Take the example of blacklisted author Yu Jie. Because the games are in town, police are keeping him under close watch at his Beijing home 24/7, with plainclothes officers stationed outside in three rotating shifts. Yu says his only way out of the gated middle-class community -- where he and his wife are raising their 4-month-old boy, Justin -- is under escort in a police car.
So much for the Olympic spirit. The Summer Games aren't much fun for such activists, government critics and outspoken freethinkers, who aren't welcome at the party, are under watch or have been driven out of town.
"I was uncomfortable and I felt unsafe," outspoken AIDS activist Wan Yanhai told me, explaining why he has left Beijing for the duration. "I didn't want to see police follow me every day."
Even in China, there's no legal grounds for such harassment.
In the case of Yu, who met President Bush at the White House in 2006, the police seem aware they are on shaky legal ground.
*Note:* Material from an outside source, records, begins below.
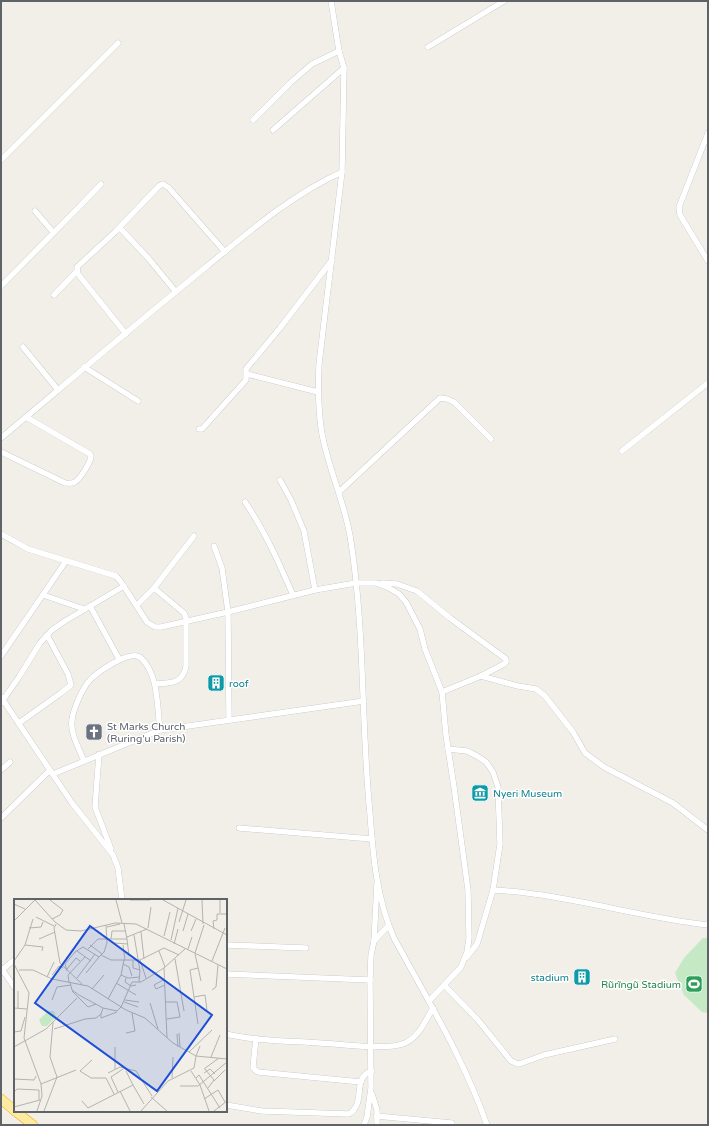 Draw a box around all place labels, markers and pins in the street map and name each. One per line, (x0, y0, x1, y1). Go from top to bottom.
building icon: roof (206, 673, 226, 693)
place label: roof (229, 678, 249, 690)
place label: St Marks Church (Ruring'u Parish) (107, 721, 185, 745)
church icon: St Marks Church (Ruring'u Parish) (84, 722, 104, 742)
museum icon: Nyeri Museum (470, 783, 490, 803)
place label: Nyeri Museum (493, 788, 562, 800)
building icon: stadium (572, 967, 592, 987)
place label: stadium (531, 972, 569, 984)
sports icon: Rũrĩngũ Stadium (684, 974, 704, 994)
place label: Rũrĩngũ Stadium (601, 979, 681, 991) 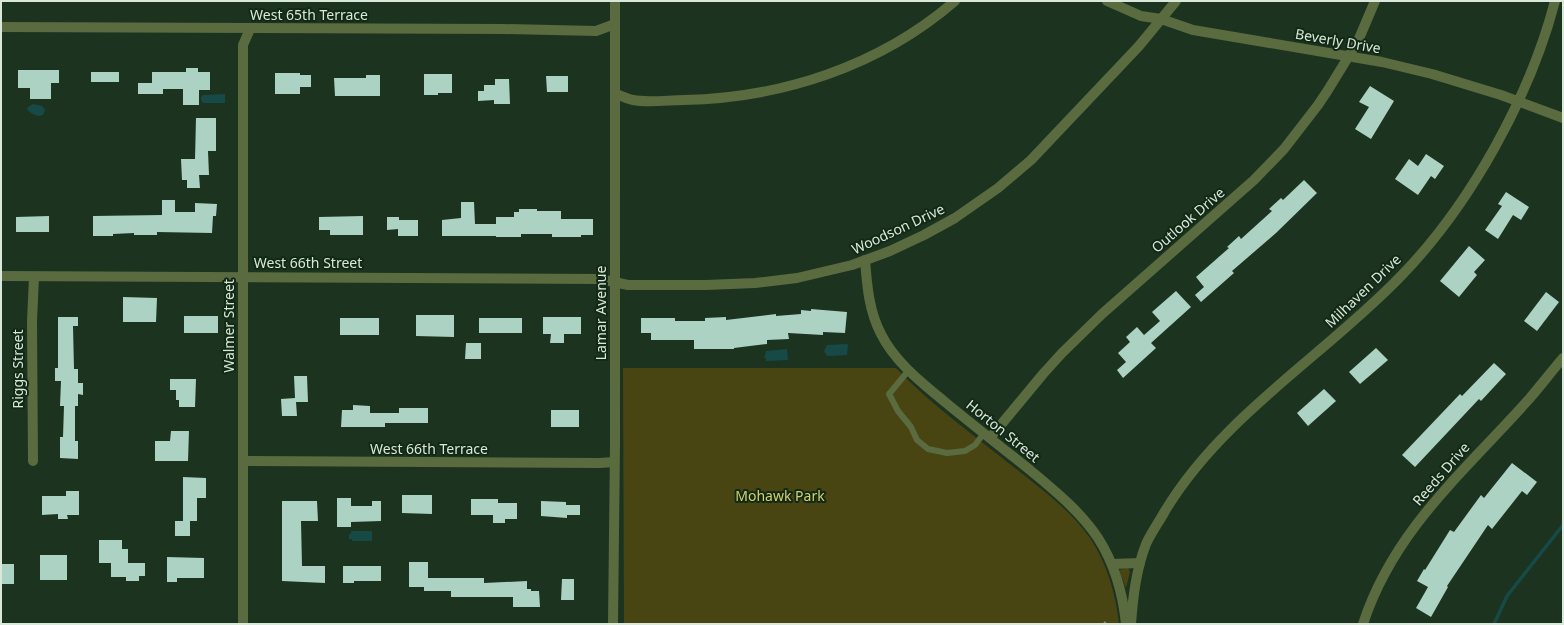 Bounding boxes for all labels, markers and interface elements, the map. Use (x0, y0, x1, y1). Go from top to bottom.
street label: West 65th Terrace (250, 5, 368, 24)
street label: Beverly Drive (1294, 24, 1382, 57)
street label: Outlook Drive (1147, 183, 1228, 257)
street label: Woodson Drive (848, 199, 947, 258)
street label: Milhaven Drive (1321, 250, 1405, 332)
street label: West 66th Street (254, 253, 362, 272)
street label: Lamar Avenue (591, 266, 610, 360)
street label: Walmer Street (219, 279, 238, 373)
street label: Riggs Street (8, 330, 27, 408)
street label: Horton Street (963, 395, 1044, 466)
street label: Reeds Drive (1408, 438, 1473, 509)
street label: West 66th Terrace (370, 439, 488, 458)
park label: Mohawk Park (735, 486, 825, 505) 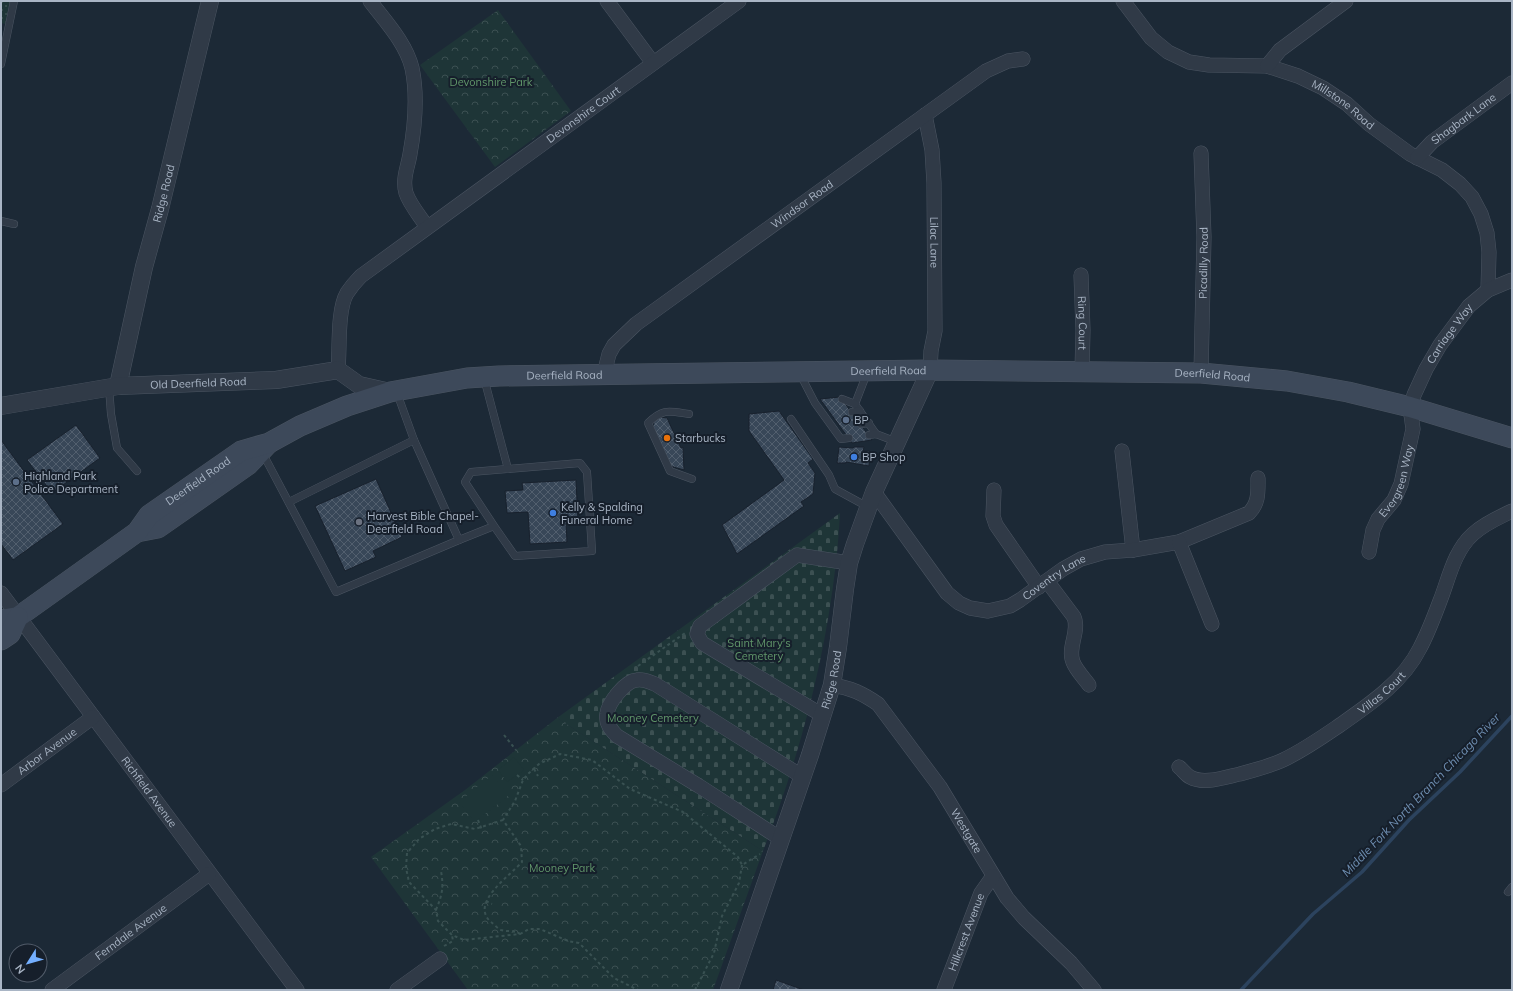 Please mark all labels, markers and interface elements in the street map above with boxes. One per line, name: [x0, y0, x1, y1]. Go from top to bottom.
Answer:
park label: Devonshire Park: [449, 75, 533, 89]
street label: Millstone Road: [1309, 77, 1377, 132]
street label: Devonshire Court: [544, 83, 623, 146]
street label: Shagbark Lane: [1428, 90, 1499, 147]
street label: Ridge Road: [150, 163, 177, 224]
street label: Windsor Road: [768, 177, 836, 231]
street label: Lilac Lane: [927, 217, 942, 268]
street label: Picadilly Road: [1196, 227, 1211, 299]
street label: Ring Court: [1075, 296, 1090, 350]
street label: Carriage Way: [1424, 301, 1476, 366]
street label: Deerfield Road: [850, 363, 927, 378]
street label: Deerfield Road: [1174, 366, 1251, 385]
street label: Deerfield Road: [526, 368, 603, 383]
street label: Old Deerfield Road: [150, 374, 247, 392]
place label: BP: [854, 413, 869, 427]
marker: BP: [841, 415, 851, 425]
place label: Starbucks: [675, 431, 726, 445]
marker: Starbucks: [662, 433, 672, 443]
street label: Evergreen Way: [1376, 443, 1416, 520]
place label: BP Shop: [862, 450, 906, 464]
marker: BP Shop: [849, 452, 859, 462]
street label: Deerfield Road: [163, 453, 233, 508]
place label: Highland Park Police Department: [24, 469, 118, 496]
marker: Highland Park Police Department: [11, 477, 21, 487]
place label: Kelly & Spalding Funeral Home: [561, 500, 643, 527]
marker: Kelly & Spalding Funeral Home: [548, 508, 558, 518]
place label: Harvest Bible Chapel- Deerfield Road: [367, 509, 479, 536]
marker: Harvest Bible Chapel- Deerfield Road: [354, 517, 364, 527]
street label: Coventry Lane: [1020, 551, 1087, 603]
park label: Saint Mary's Cemetery: [727, 636, 791, 663]
street label: Ridge Road: [818, 650, 844, 711]
street label: Villas Court: [1355, 668, 1408, 717]
water label: Middle Fork North Branch Chicago River: [1338, 709, 1503, 880]
park label: Mooney Cemetery: [607, 711, 699, 725]
street label: Arbor Avenue: [14, 725, 79, 778]
street label: Richfield Avenue: [118, 754, 180, 830]
street label: Westgate: [948, 806, 985, 856]
park label: Mooney Park: [529, 861, 595, 875]
street label: Hillcrest Avenue: [945, 891, 987, 973]
street label: Ferndale Avenue: [92, 901, 169, 963]
north arrow: [8, 943, 48, 983]
text: N: [12, 961, 28, 977] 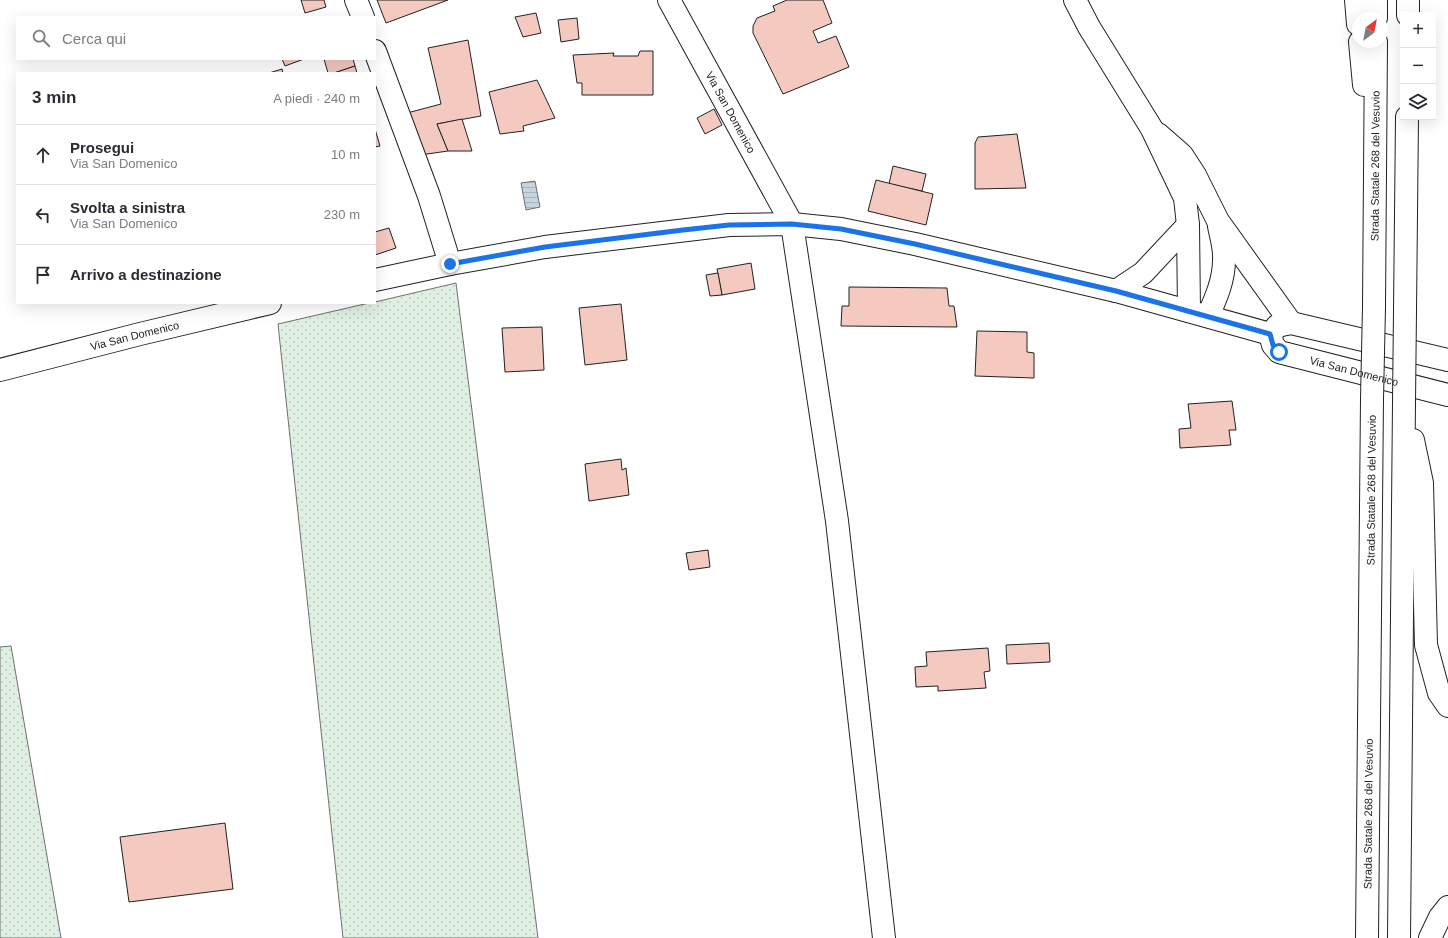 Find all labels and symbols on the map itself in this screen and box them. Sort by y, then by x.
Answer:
north arrow [1352,12,1388,48]
street label: Via San Domenico [703,69,758,155]
street label: Strada Statale 268 del Vesuvio [1368,91,1382,241]
route end [441,255,459,273]
street label: Via San Domenico [89,319,180,353]
route start [1270,343,1288,361]
street label: Via San Domenico [1308,354,1400,388]
street label: Strada Statale 268 del Vesuvio [1364,415,1378,565]
street label: Strada Statale 268 del Vesuvio [1361,739,1375,889]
He says they told him he should look at their surveillance as a "service," not as a constraint.
Over the years, Yu has learned it's sometimes best not to resist. These guys can get nasty. They have previously threatened to kill him and make it look like an accident, he said.
Yu said he hasn't been authorized to publish any of his writings in China since 2004. He suspects that's because he was detained by police for one night that year with two other government critics. They were preparing a study about human rights in China and seemingly alerted police monitors by discussing their plans by e-mail.
Yu is a Christian and prays weekly in an unregistered -- and thus technically illegal -- congregation. Yet the police still took him across town Sunday for worship. Yu said the two officers waited outside for 31/2 hours until he was done, then escorted him home, paying the cab fare both ways. A police escort to an unauthorized gathering: absurd, no?
The real irony is that Yu is the most unlikely of threats to the Olympics: he's totally disinterested in them, is turned off by doping and the commercialization of sports, is convinced the International Olympic Committee is corrupt, and lives way out on Beijing's eastern outskirts where any protest would almost certainly go unnoticed. Yu and other activists I spoke to this past week said it was never their intention to make trouble during the games.
Perhaps the smarter thing for the communist government would have been to leave people like Yu alone. It certainly would have given global critics and the thousands of foreign journalists in town less to talk about.
Despite the hype from Chinese authorities and the IOC that the games will help make for a more progressive China, the harassment of activists campaigning for better human rights and peaceful political change shows there's still a long way to go.